### Data to examine

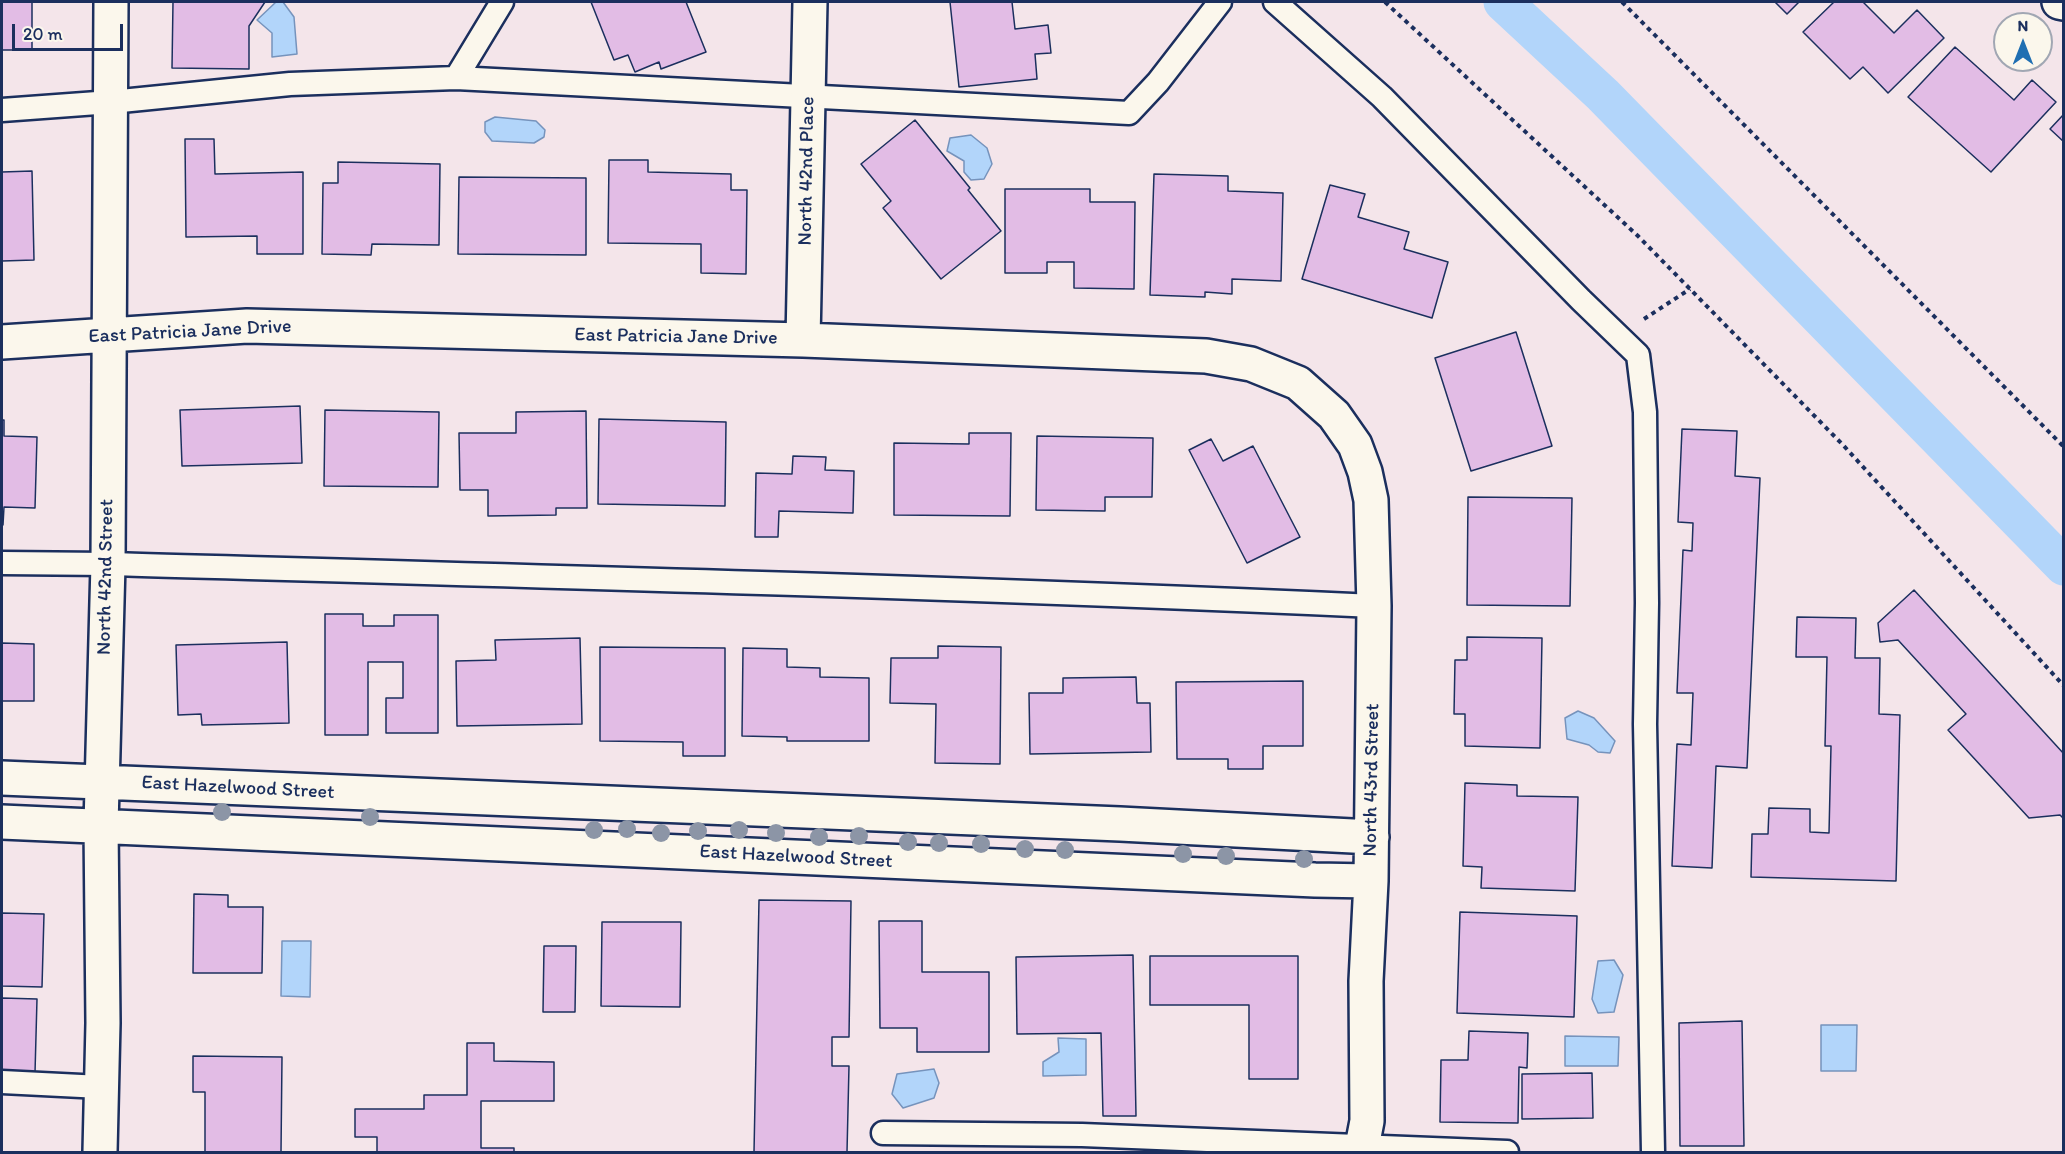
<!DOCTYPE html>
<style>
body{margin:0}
#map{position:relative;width:2065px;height:1154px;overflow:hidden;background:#f4e5ea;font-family:Itim,sans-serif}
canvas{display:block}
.frame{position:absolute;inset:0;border:3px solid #1b2f5e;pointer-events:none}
.north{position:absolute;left:1993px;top:12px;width:60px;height:60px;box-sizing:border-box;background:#fbf7ec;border:2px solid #a1a7b3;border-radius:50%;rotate:0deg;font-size:16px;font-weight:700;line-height:24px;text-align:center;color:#1b2f5e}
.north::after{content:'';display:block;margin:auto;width:21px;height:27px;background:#1f6fb2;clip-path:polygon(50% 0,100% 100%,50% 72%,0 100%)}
.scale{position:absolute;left:12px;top:24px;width:111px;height:27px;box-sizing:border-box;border:3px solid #1b2f5e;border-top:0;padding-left:8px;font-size:18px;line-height:21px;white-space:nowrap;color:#1b2f5e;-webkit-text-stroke:4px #fbf7ec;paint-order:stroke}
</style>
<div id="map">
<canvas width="2065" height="1154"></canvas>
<div class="frame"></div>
<div class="north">N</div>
<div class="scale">20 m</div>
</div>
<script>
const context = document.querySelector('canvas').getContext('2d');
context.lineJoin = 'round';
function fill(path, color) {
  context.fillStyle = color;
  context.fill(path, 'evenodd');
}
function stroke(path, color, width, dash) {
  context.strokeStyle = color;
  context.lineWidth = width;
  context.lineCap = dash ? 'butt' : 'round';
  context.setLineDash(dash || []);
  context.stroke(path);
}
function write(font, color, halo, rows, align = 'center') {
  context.font = font + ' Itim,sans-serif';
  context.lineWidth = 4.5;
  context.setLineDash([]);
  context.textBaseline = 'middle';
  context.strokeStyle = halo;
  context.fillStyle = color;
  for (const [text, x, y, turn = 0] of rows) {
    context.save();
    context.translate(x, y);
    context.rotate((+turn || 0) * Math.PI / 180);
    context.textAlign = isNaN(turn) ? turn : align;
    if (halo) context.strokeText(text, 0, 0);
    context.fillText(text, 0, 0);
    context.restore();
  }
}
const water = new Path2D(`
 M276 2H283L294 17 297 54 272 57V33L257 20Z
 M495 117 536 121 545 130 544 137 534 143 492 141 485 132V122Z
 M971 135 987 148 992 164 984 179 971 180 964 172V161L947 151 950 138Z
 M1578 711 1594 718 1615 741 1610 753 1598 752 1589 745 1567 739 1565 718Z
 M282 941H311L310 997 281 996Z
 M1614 960 1623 975 1614 1012 1598 1013 1592 999 1598 961Z
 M1821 1025H1857L1856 1071H1821Z
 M1565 1036 1619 1037 1618 1066H1565Z
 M1058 1038 1086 1039V1075L1043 1076V1062L1059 1052Z
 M934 1069 939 1083 934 1098 903 1108 892 1094 897 1074Z`);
fill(water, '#b2d5fa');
stroke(water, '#7693bc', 1.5);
stroke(new Path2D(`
 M1503 2 1603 95 2064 566`), '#b2d5fa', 39);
const building = new Path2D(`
 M2 2H32V50H2Z
 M173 2H265L249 26V69L172 68Z
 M591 2H686L706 52 661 69 659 62 635 72 628 55 614 60Z
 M950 2H1012L1015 29 1048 25 1051 53 1035 54 1037 79 959 87Z
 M1775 2H1799L1787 14Z
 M1834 2H1863L1894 33 1917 10 1944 38 1888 93 1863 67 1850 79 1803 32Z
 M1955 47 2014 100 2032 80 2056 102 1991 172 1908 97Z
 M2064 114V142L2050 129Z
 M915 120 970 188 968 190 1001 231 941 279 883 208 891 201 861 164Z
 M185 139H214L215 174 303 172V254H257V236L186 237Z
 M609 160H648V172L731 174V190H747L746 274 701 273V244L608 243Z
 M338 162 440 164 439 245 372 244 371 255 322 254 323 183H338Z
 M32 171 34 260 2 261V172Z
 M1154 174 1228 176V191L1283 193 1281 281 1232 279V294L1205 292V297L1150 295Z
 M459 177 586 178V255L458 254Z
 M1330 185 1365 194 1358 217 1409 232 1404 249 1448 262 1432 318 1302 279Z
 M1005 189H1090V202H1135L1134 289 1074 288V262H1047V273H1005Z
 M1516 332 1552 446 1471 471 1435 358Z
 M300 406 302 463 182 466 180 410Z
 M325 410 439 412 438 487 324 486Z
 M586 411 587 508H556V515L488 516V490H460L459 433H516V412Z
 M599 419 726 422 725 506 598 504Z
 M2 420H4V436L37 437 35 508 4 507 3 525H2Z
 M1682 429 1737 431 1735 476 1760 478 1747 768 1716 766 1712 868 1672 866 1677 744 1691 745 1693 693H1677L1683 550 1692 551 1693 523 1678 522Z
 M969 433H1011L1010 516 894 515V443L969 444Z
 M1037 436 1153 438 1152 497H1105V511L1036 510Z
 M1211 439 1223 461 1253 446 1300 537 1247 563 1189 450Z
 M793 456 826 457 825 470 854 471 853 513 779 511 778 537H755L756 473 792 474Z
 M1468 497 1572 498 1570 606 1467 605Z
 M1914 590 2064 754V819L2060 815 2029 818 1948 730 1966 714 1898 640 1880 642 1878 623Z
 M325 614H363V626H394V615H438V733H386V698H403V662H368V735H325Z
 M1797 617 1856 618 1855 658H1880L1879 714 1900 715 1896 881 1751 877 1752 834H1768L1769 808 1810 809V832L1829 833 1831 746H1825L1827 657H1796Z
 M1467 637 1542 638 1540 748 1465 746V714H1454L1455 660H1467Z
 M580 638 582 724 457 726 456 661 496 660 495 640Z
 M287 642 289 723 202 725 201 714 178 715 176 645Z
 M2 643 34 644V701H2Z
 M938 646 1001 647 1000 764 935 763 936 704 890 703 891 658H938Z
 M600 647 725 648V756H683V742L600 741Z
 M743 648 787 649V667L820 668V677L869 678V741H787V737L742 736Z
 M1136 677 1137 703H1150L1151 752 1030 754 1029 693H1063V678Z
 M1303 681V746H1263V769H1228V759H1177L1176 682Z
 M1465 783 1517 785V796L1578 797 1575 891 1481 888 1482 867 1463 866Z
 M194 894 228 895V907H263L262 973H193Z
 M759 900 851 901 849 1037H832V1066H849L847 1152H754Z
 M1460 912 1577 916 1574 1017 1457 1013Z
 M2 913 44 914 42 987 2 986Z
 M879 921H922V972H989V1052H917V1028H880Z
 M602 922H681L680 1007 601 1006Z
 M544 946H576L575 1012H543Z
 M1133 955 1136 1116H1103L1101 1033 1017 1034 1016 957Z
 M1150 956H1298V1079H1249V1005H1150Z
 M2 998 37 999 35 1073 2 1072Z
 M1742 1021 1744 1146H1680L1679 1023Z
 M1469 1031 1528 1033 1527 1068 1519 1067 1518 1123 1440 1122 1441 1060H1468Z
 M467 1043H494V1061L554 1062V1101H481V1148H514V1152H377V1137H355V1109H424V1095H467Z
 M193 1056 282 1057 281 1152H205V1092H193Z
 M1592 1073 1593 1118 1522 1119V1074Z`);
fill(building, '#e2bce5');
stroke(building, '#1b2f5e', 1.5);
const service = new Path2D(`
 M1275 2 1382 97 1581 300 1638 355 1645 412 1647 603 1645 724 1653 1152
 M456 78 502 2
 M2 110 111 102 290 84 456 78 1129 113 1158 82 1220 2
 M2 563 108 564C530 576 952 587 1374 606
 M2 1082 101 1087
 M883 1133 1082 1135 1507 1152`);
const minor = new Path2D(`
 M2059 2 2064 3
 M803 340 810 2
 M2 342 247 326 803 340 1206 356 1251 364 1298 383 1334 415 1355 445 1365 472 1371 500 1374 606 1371 881 1366 981 1367 1121 1361 1152
 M2 778 1120 824 1372 837
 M2 822 1315 880 1371 881
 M100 1152 103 1023 101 825 108 564 111 2`);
stroke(service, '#1b2f5e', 27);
stroke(minor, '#1b2f5e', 38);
stroke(new Path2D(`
 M1385 2 1638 236 1690 289 1843 445 2064 686
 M1622 2 2064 447
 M1644 319 1690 289`), '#1b2f5e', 4, [4.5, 4.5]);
stroke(service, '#fbf7ec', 22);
stroke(minor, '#fbf7ec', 33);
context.fillStyle = '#8c95a6';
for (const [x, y] of [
 [222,812],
 [370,817],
 [627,829],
 [594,830],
 [739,830],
 [698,831],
 [661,833],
 [776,833],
 [859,836],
 [819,837],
 [908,842],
 [939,843],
 [981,844],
 [1025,849],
 [1065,850],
 [1183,854],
 [1226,856],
 [1304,859]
]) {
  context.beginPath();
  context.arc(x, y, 9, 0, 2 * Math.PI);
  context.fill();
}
write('20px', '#1b2f5e', '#fbf7ec', [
 ["North 42nd Place",807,171,-89],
 ["East Patricia Jane Drive",190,332,-3],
 ["East Patricia Jane Drive",676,337,1],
 ["North 42nd Street",106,577,-89],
 ["North 43rd Street",1372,780,-89],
 ["East Hazelwood Street",238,788,3],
 ["East Hazelwood Street",796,857,3]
]);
</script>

### Task item
Across the data, find each line that has "Math" in it and copy that line.

### Output
    context.rotate((+turn || 0) * Math.PI / 180);
  context.arc(x, y, 9, 0, 2 * Math.PI);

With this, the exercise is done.